Input: nums = [-1,0,3,5,9,12], target = 2
Output: -1
Explanation: 2 does not exist in nums so return -1

SOLUTION

The title of the question clearly states "binary search", so, we will use binary search to see if the target exists in our list. You can solve this easily by iterating over every element once but that would be linear time (O(n)) and not O(log n). Therefore our only option is a binary search. The binary search algorithm works by dividing the list in half and checking if the target is on the left or right side. If the target is not in the middle, we can repeat this process until we find the target or run out of the list to divide it in half. This algorithm has a run time of O(log n) where n is the length of the list. *Note: this will only work when the list is sorted.

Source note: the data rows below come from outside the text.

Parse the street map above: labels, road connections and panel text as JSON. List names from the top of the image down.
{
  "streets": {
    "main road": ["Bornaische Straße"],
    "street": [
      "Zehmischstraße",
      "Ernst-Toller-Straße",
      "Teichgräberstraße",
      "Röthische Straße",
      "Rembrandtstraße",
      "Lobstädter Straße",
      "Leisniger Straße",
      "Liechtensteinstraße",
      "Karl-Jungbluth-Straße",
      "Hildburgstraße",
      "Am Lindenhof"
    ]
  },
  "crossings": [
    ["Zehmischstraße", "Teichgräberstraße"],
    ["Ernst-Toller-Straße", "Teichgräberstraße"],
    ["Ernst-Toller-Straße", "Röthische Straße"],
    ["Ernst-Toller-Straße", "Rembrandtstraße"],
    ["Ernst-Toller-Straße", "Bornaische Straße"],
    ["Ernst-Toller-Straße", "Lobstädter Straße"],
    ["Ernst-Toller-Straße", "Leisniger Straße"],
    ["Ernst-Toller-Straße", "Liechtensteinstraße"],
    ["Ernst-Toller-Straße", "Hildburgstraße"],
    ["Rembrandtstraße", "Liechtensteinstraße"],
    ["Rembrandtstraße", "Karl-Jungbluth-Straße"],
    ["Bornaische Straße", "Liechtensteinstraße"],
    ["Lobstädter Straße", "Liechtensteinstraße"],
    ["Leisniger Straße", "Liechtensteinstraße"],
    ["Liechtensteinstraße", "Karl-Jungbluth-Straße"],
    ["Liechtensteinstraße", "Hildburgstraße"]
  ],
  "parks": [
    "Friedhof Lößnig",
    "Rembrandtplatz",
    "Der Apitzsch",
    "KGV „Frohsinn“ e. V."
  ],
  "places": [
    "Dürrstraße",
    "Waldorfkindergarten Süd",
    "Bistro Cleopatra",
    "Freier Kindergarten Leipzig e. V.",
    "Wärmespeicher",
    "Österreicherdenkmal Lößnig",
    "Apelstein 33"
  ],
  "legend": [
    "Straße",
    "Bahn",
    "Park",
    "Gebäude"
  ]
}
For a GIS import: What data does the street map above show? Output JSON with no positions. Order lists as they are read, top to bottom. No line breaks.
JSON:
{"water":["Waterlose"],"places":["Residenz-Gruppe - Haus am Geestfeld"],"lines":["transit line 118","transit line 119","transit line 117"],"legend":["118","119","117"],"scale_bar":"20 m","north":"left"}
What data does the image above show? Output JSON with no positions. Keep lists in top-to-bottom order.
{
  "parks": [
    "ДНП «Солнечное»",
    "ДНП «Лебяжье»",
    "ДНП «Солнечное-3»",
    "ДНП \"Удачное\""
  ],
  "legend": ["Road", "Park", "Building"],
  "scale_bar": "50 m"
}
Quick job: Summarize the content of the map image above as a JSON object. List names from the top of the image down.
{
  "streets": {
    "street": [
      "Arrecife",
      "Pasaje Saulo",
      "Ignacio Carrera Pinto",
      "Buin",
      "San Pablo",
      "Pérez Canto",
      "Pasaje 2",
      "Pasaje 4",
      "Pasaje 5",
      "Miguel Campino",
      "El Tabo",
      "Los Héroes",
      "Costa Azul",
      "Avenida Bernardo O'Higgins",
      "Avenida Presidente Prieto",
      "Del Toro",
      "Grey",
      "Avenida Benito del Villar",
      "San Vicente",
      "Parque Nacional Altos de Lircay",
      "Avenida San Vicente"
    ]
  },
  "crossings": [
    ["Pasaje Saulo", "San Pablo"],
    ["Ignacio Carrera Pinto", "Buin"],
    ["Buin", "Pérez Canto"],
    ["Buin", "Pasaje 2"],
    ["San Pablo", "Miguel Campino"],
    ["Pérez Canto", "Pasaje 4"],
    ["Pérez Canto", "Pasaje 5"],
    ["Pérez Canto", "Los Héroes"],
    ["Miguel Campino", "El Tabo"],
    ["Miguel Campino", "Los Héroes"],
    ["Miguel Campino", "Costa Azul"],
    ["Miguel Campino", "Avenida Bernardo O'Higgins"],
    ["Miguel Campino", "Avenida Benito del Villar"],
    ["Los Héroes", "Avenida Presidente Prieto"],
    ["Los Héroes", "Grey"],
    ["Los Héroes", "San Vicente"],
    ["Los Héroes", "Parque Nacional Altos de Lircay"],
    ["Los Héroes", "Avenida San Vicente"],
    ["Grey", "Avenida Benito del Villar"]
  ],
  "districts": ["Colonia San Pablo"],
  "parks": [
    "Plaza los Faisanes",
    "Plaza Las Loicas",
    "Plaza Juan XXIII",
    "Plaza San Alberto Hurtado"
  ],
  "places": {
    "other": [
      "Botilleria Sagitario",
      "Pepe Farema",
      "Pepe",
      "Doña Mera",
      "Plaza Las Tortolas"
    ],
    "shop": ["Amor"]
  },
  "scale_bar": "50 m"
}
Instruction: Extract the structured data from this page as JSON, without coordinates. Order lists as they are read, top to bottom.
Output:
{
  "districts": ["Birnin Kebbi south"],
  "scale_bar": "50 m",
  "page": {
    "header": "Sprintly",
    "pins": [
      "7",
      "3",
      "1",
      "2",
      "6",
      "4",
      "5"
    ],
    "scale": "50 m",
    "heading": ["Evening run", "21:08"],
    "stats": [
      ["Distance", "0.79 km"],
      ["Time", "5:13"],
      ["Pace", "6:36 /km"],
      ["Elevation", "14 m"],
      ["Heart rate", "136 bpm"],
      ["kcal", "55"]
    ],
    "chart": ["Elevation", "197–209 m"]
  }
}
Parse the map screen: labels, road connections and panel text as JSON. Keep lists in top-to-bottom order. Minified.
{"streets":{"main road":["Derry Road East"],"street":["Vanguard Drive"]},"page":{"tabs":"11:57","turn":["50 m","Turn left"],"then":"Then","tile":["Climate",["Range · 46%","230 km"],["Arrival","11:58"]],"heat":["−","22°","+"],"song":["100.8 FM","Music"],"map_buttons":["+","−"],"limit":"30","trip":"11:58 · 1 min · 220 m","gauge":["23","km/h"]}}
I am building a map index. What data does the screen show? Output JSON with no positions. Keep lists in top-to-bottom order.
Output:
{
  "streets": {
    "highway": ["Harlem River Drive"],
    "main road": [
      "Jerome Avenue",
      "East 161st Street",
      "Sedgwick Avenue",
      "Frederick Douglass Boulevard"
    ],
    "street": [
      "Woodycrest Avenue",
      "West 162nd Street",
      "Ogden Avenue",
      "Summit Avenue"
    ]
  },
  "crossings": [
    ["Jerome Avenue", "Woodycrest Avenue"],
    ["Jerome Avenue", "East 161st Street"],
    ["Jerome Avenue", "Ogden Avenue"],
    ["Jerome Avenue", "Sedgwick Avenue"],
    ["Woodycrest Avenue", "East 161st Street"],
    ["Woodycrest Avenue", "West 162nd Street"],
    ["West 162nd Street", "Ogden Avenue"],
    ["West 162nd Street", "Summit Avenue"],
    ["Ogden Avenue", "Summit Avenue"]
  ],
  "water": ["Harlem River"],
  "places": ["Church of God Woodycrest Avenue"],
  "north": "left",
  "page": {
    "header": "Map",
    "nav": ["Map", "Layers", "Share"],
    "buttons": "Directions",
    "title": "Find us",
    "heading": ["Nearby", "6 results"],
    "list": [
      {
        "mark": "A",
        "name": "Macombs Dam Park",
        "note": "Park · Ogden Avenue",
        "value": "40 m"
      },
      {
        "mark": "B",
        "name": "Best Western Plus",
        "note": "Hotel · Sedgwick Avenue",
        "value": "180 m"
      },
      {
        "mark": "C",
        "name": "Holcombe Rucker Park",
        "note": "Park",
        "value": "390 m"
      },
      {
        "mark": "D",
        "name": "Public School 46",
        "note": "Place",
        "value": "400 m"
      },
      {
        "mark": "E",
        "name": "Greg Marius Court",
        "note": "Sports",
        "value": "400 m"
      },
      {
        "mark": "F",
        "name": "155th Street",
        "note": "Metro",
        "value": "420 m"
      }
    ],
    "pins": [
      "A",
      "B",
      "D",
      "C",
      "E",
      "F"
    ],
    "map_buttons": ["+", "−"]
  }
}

We will first calculate the midpoint(left+(right-left)//2) of the list to divide it into two halves. If the midpoint is not the target element, we will compare the midpoint value to the target. If the target is greater than the midpoint, we know that we have to take the right half of the list. Otherwise, we will take the left half of the list. The bisecting of the list allows us to shrink the search space into half the next time we repeat the process.

class Solution:
    def search(self, nums: List[int], target: int) -> int:
        # we need the two ends to calculate the mid point
        left = 0
        right = len(nums)-1
        
        while left <= right: 
            # mid point
            mid = left + (right - left) // 2
            
            if nums[mid] == target: 
                return mid
            
            # given the list is sorted, we only have to look at one side of the mid point. 
            
            # we only care about the left side of the midpoint
            elif nums[mid] > target: 
                right = mid - 1
            
            # we only care about the right side of the midpoint
            else: 
                left = mid + 1
        
        return -1

TIME AND SPACE COMPLEXITY

TIME: O(log n) we halve the list every time we look for the target. This is O(log n)

SPACE: O(1) regardless of the list size, we will only need three variables: left, right and mid. Therefore, space is constant.